Most teams use a triad of radar, LIDAR, and cameras today. Any two of those can do the job if you slow down and follow certain cautious principles. With two LIDARs you can do even better.
Still, driving through on a slushy road with constant dirty spray from passing trucks will present a problem. You can’t have to pull off the road every time that happens. And while you can ask your passenger to clean things in an emergency — and a privately owned car that never runs unoccupied can do that more easily — it’s not a great long term solution.
This philosophy has to extend inside the vehicle too. If it’s cheap, you have duplicates of components and can survive the failure of any one. Last week, I attended the Drive World Conference in Santa Clara and saw the pitches of processor makers who have built redundant processors which have two identical halves which operate in lockstep, each doing the same thing. They can indeed survive the loss of one processor without a hiccup. That’s good, but less useful than they imagine. The truth is, processor core failures are a fairly rare thing. Most computing errors are software caused, and two lockstep processors will duplicate a software mistake. The lock-step processor is a hardware designer’s solution to reliability. It’s not wrong, but it misses the software designer’s approaches.
It may be better to have two different computers, not identical, but both able to handle the vehicle.
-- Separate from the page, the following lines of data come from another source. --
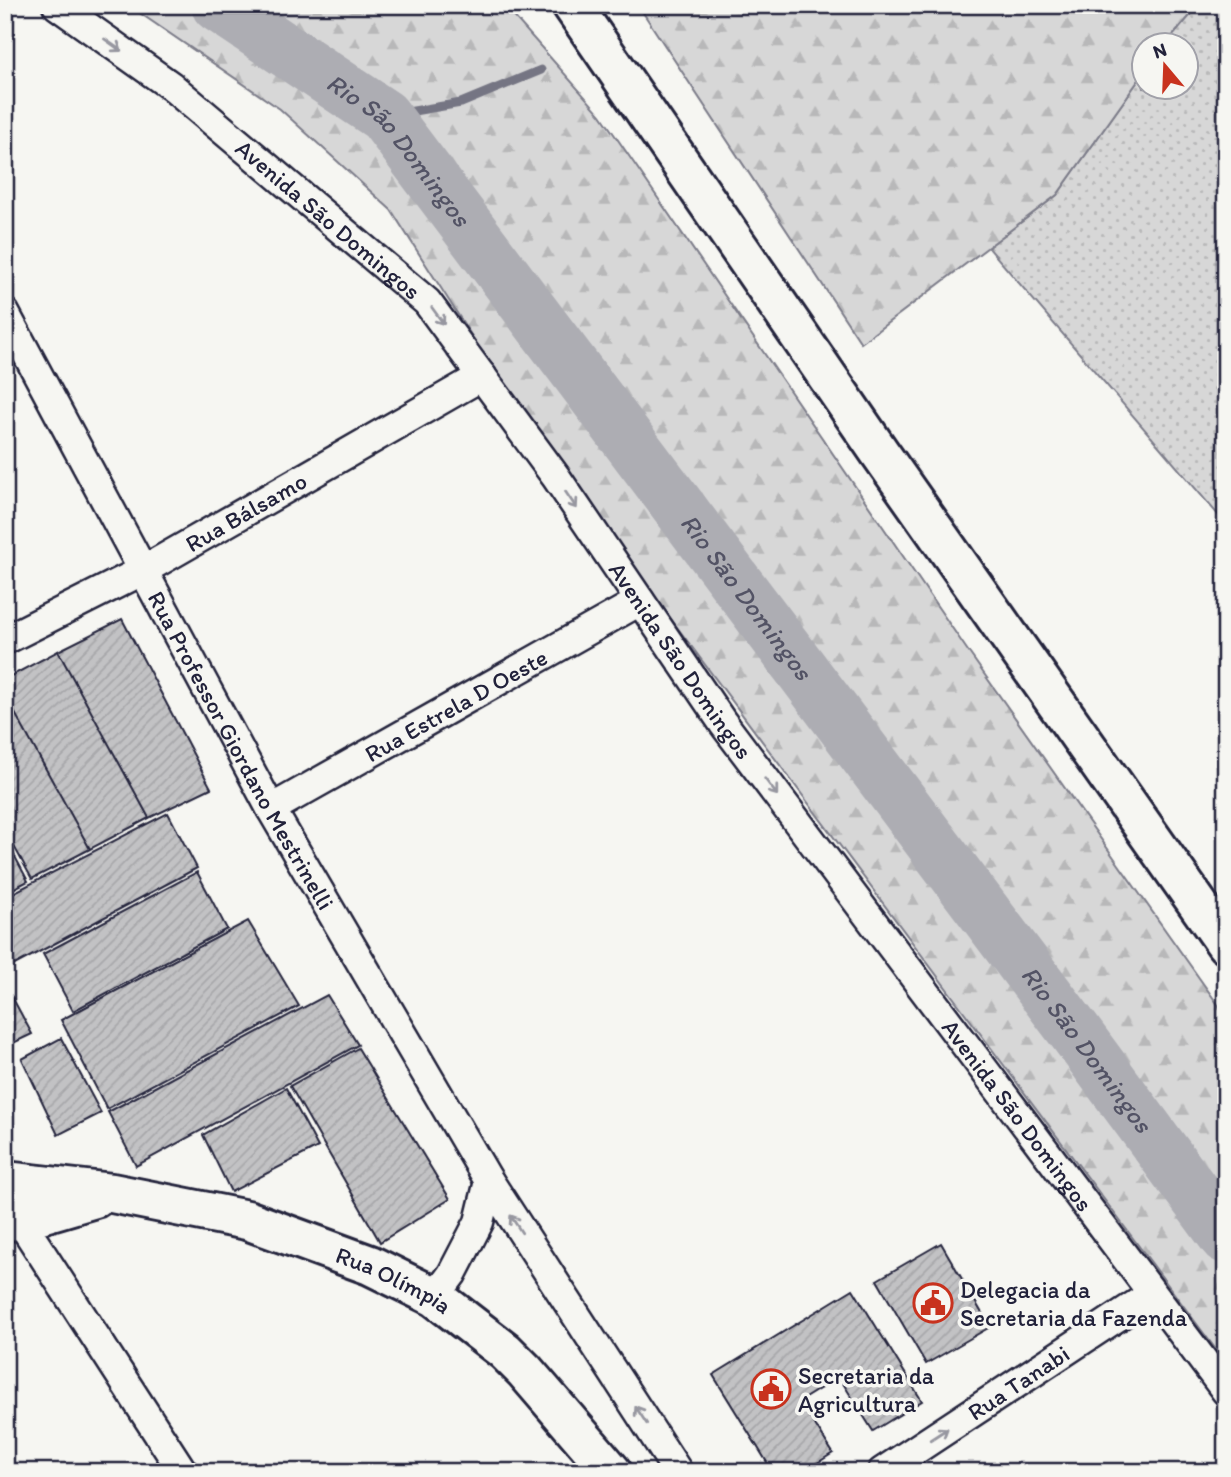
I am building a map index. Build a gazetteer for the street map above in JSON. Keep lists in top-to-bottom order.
{
  "streets": {
    "street": [
      "Avenida São Domingos",
      "Rua Bálsamo",
      "Rua Estrela D Oeste",
      "Rua Professor Giordano Mestrinelli",
      "Rua Olímpia",
      "Rua Tanabi"
    ]
  },
  "crossings": [
    ["Avenida São Domingos", "Rua Bálsamo"],
    ["Avenida São Domingos", "Rua Estrela D Oeste"],
    ["Avenida São Domingos", "Rua Tanabi"],
    ["Rua Bálsamo", "Rua Professor Giordano Mestrinelli"],
    ["Rua Estrela D Oeste", "Rua Professor Giordano Mestrinelli"]
  ],
  "one_way": ["Avenida São Domingos", "Rua Tanabi"],
  "water": ["Rio São Domingos"],
  "places": {
    "public building": ["Delegacia da Secretaria da Fazenda", "Secretaria da Agricultura"]
  },
  "north": "top"
}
The bigger computer does everything, and asks the small computer to execute it. But if the small computer doesn’t hear from the big computer every millisecond — as it should expect — it starts to take over the task. It doesn’t do the full task. Maybe it’s only able to keep the car driving in a lane and avoid other cars, while the big system can do the full driving task. This way the big computer can fail and reboot without causing a safety risk. Alternate designs have three different systems all deciding the same thing, like how much to turn the steering wheel. They all come up with their answer and vote. Most of the time, they all agree. If one disagrees with the other two though, they win and we have a fail operational situation. There’s lots of debate in the systems design world over just what the best design principles are in this area.
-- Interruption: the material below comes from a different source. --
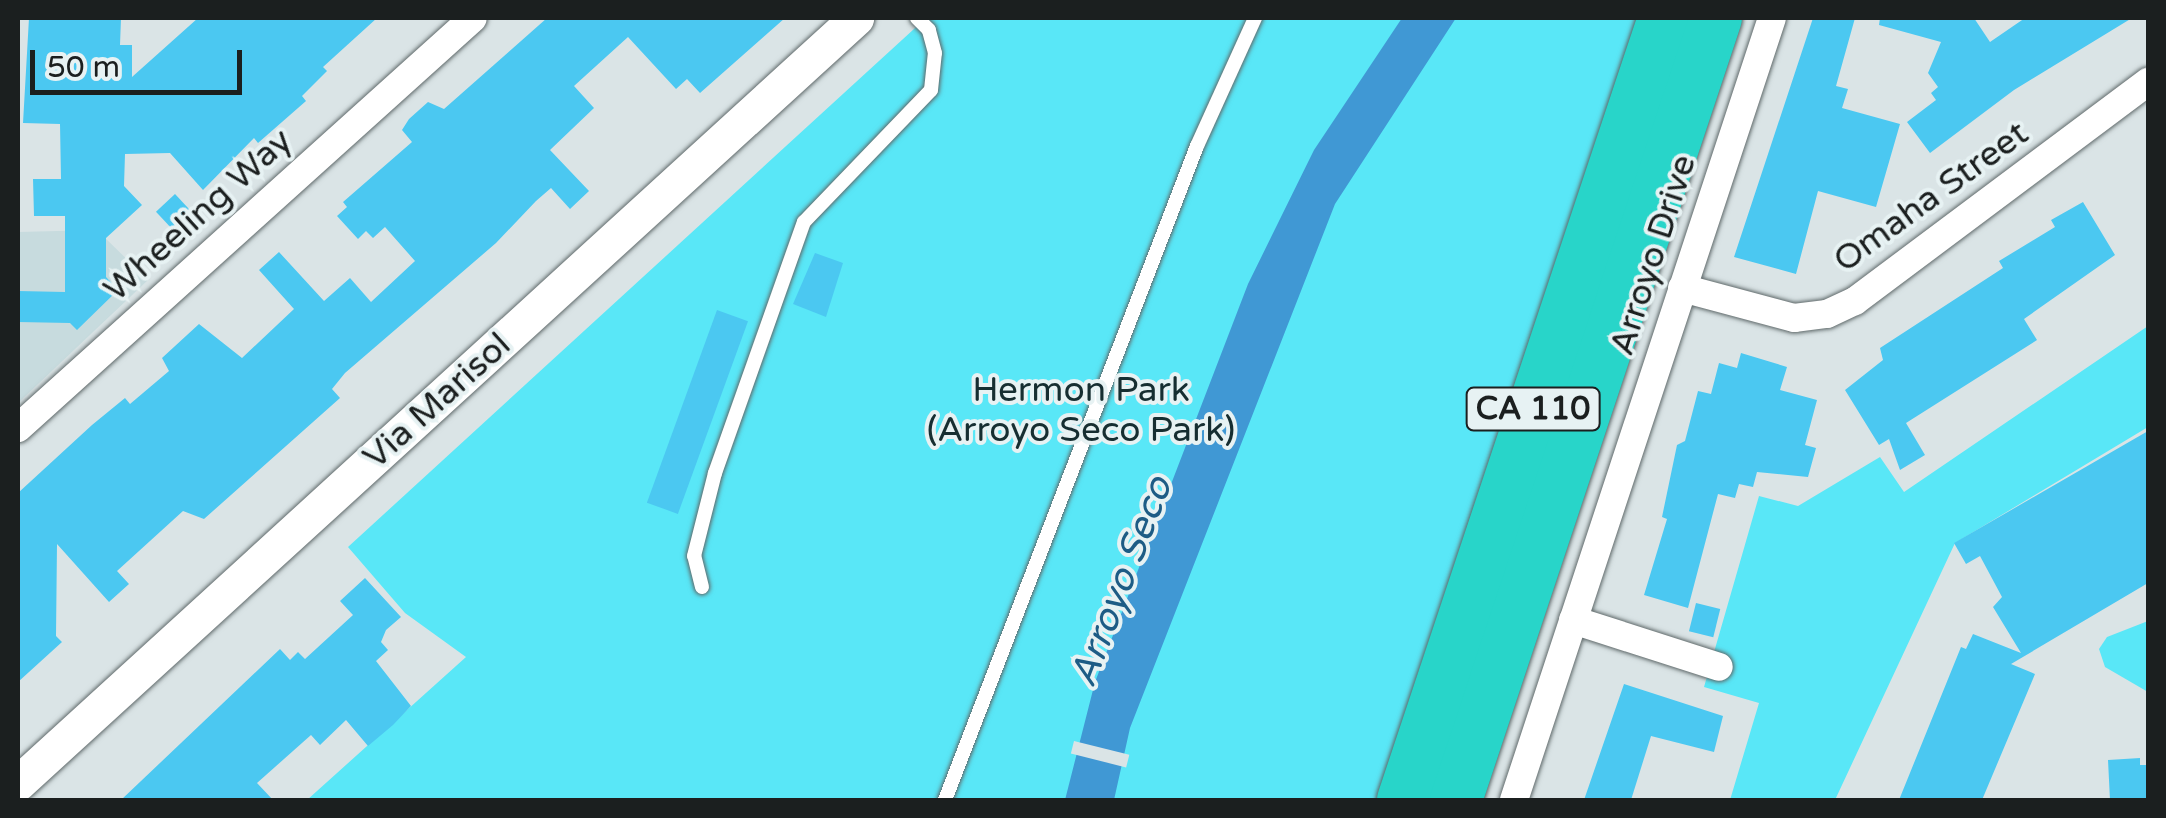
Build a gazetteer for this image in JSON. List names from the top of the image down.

Most agree, though, that the right approach is often not to simply make more reliable hardware. It’s to expect and plan for the hardware to fail. Because even the most reliable hardware and software still fails sometimes — it just fails less often. If you can tolerate failures, you are not just more reliable, you can also be more reliable with lower cost components. Lower cost components can save money, of course, but they can also mean you can do more with the same money.
Vehicles also can be constantly planning for problems. In the background, the computer can be thinking, “What would I do if 0.5 seconds from now, my sensor is blinded or my perception module crashes?” They can create an emergency plan (while those things still work) of the right thing to do, and that can be input to the decision made after being crippled. Any crippled computer was fully functional just before.
If you’re going to bet your life on the safety of a car, it is comforting to know that any component within it can be unplugged, destroyed or go bad without causing a hiccup, or at most a delay of a couple of minutes. It’s going to make everybody more comfortable and safer.